Benchmarks

Offloading performance and model quality, measured on real hardware.

Offloading Performance

Token generation rates with full expert offloading on an RTX 3090 (24 GB VRAM, 64 GB RAM, NVMe SSD).

Model	Quant	Prefill	Decode	VRAM Cache Hit
lean-agent-35b	Q4_K_M	10-15 tok/s	6.7-7.6 tok/s	93.1%
lean-agent-122b	Q4_K_M	-	2.3 tok/s	-
lean-think-398b	Q4_K_M	Testing in progress

All measurements on a single RTX 3090 with profile-guided preloading and speculative router prefetch enabled. Model load <1s. Preload throughput: 5.9 GB/s. CopyEngine prefetch hit rate: 81.3%.

Engine Features

Performance infrastructure built into the runtime.

93%

VRAM cache hit rate

LRU cache with profile-guided preloading

81%

Speculative prefetch hit rate

Router predicts next-layer experts ahead of computation

5.9 GB/s

Expert preload throughput

Async I/O via background thread pool

0.83s

Model load time

Core weights into VRAM, experts lazy-loaded via mmap

Bit-identical

Output vs llama.cpp

Cross-validated on 10 diverse prompts, same GGUF weights

Multi-GPU

Pipeline parallelism

Layers split across GPUs, output bit-identical to single-GPU

Hardware Reference Configurations

All benchmarks run on local hardware. No cloud GPUs.

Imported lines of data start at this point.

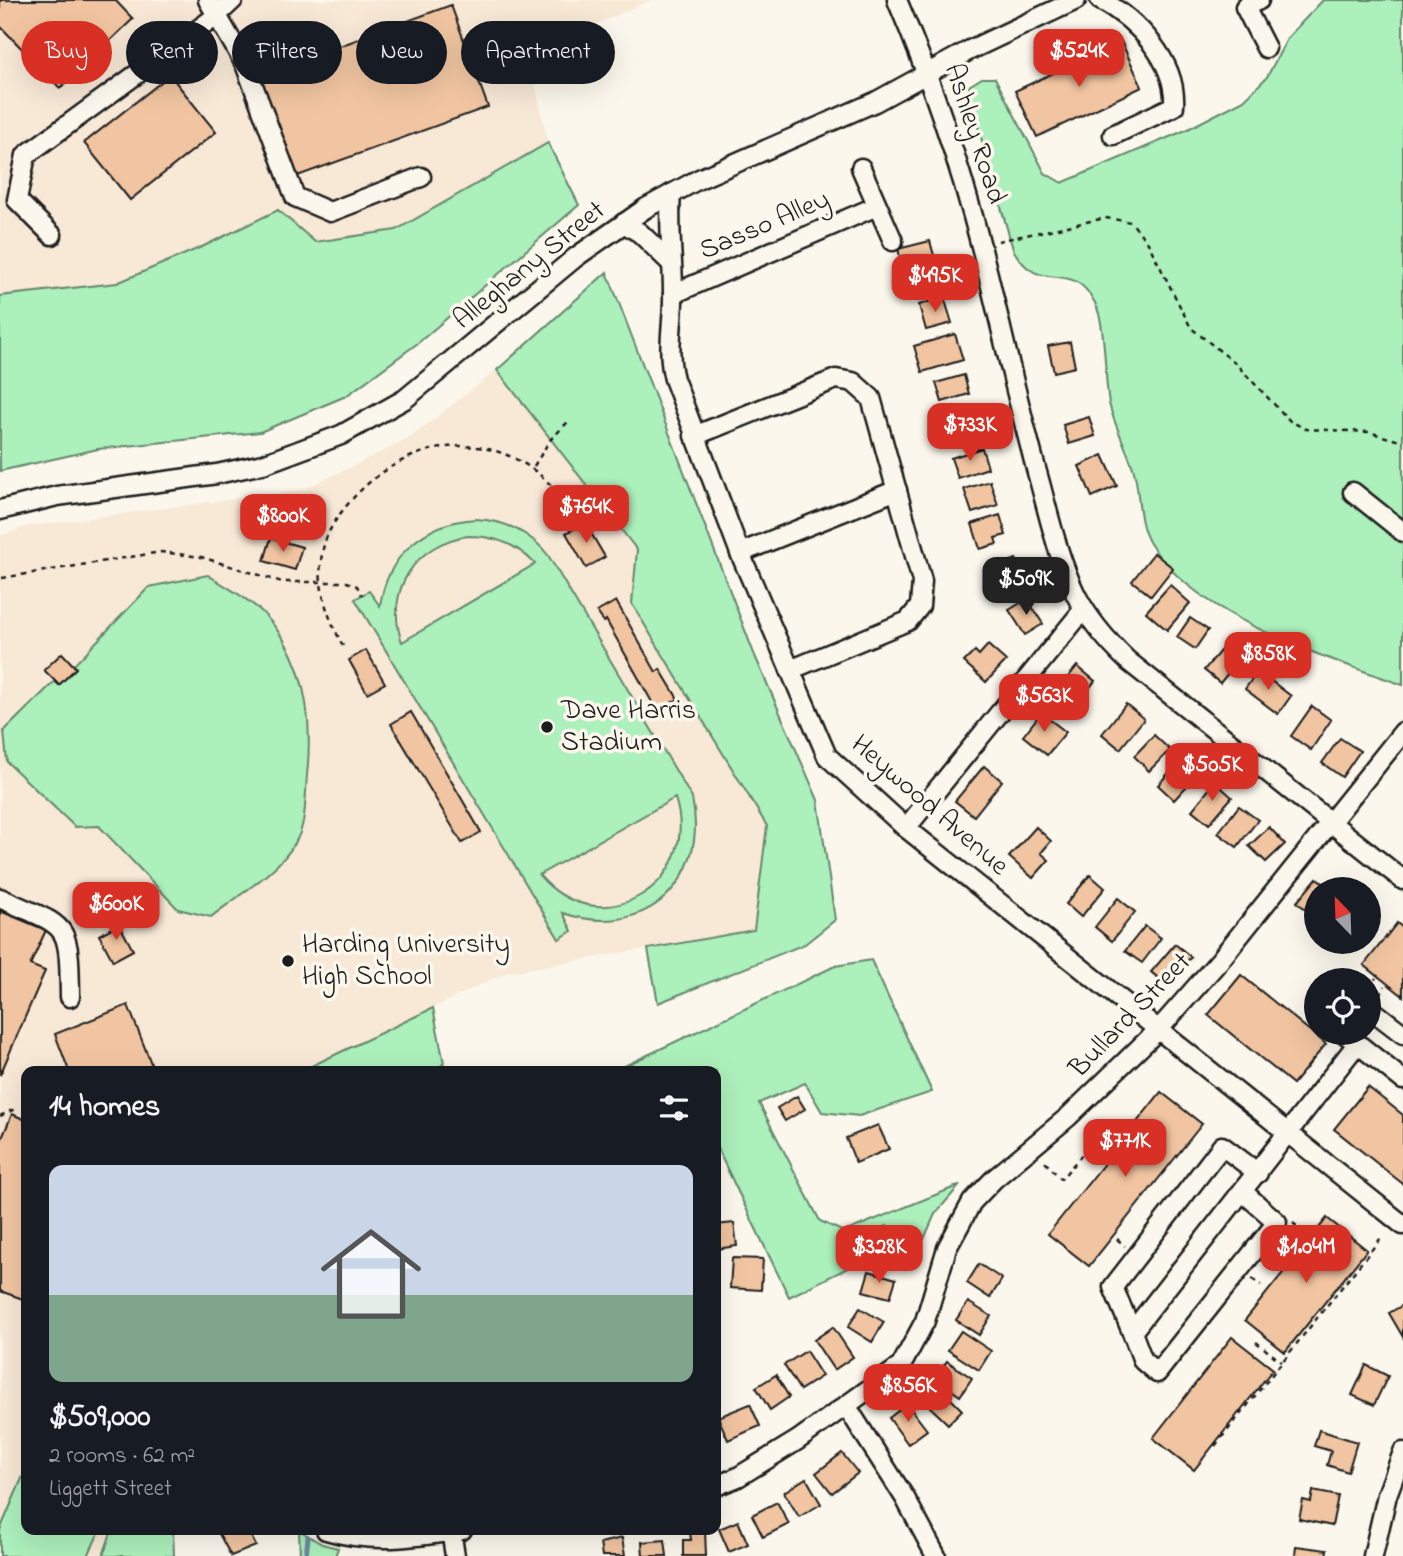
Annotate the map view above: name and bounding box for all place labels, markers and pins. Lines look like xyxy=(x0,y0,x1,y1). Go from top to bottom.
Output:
pin: $524K xyxy=(1030,29,1128,89)
pin: $495K xyxy=(886,254,984,314)
pin: $733K xyxy=(921,404,1019,463)
pin: $764K xyxy=(537,486,635,545)
pin: $800K xyxy=(234,494,332,554)
pin: $509K xyxy=(977,558,1075,617)
pin: $858K xyxy=(1219,632,1317,692)
pin: $563K xyxy=(995,674,1093,734)
place label: Dave Harris Stadium xyxy=(560,691,696,764)
marker: Dave Harris Stadium xyxy=(539,719,555,735)
pin: $505K xyxy=(1163,744,1261,803)
pin: $600K xyxy=(67,883,165,942)
place label: Harding University High School xyxy=(302,925,510,998)
marker: Harding University High School xyxy=(280,953,296,969)
pin: $771K xyxy=(1076,1120,1174,1179)
pin: $328K xyxy=(830,1226,928,1285)
pin: $1.04M xyxy=(1249,1226,1363,1285)
pin: $856K xyxy=(859,1364,957,1424)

Tier	VRAM	RAM	NVMe	Target Models
Minimal	12 GB	16 GB	1.8 TB	lean-agent-35b, lean-coder-80b
Prosumer	24 GB	32 GB	1.8 TB	lean-agent-122b
Enthusiast	48 GB	64 GB	1.8 TB	lean-reason-397b, lean-think-398b

Model Quality Benchmarks

Standard evals to confirm no capability regression from the lmpack pipeline.

Results coming soon.

MMLU, HumanEval, BFCL, IFEval, GSM8K, MATH - run via lm-evaluation-harness against lean serve.

Methodology

Offloading benchmarks measure tok/s, VRAM cache hit rate, prefetch hit rate, and expert preload throughput. All results from lean bench.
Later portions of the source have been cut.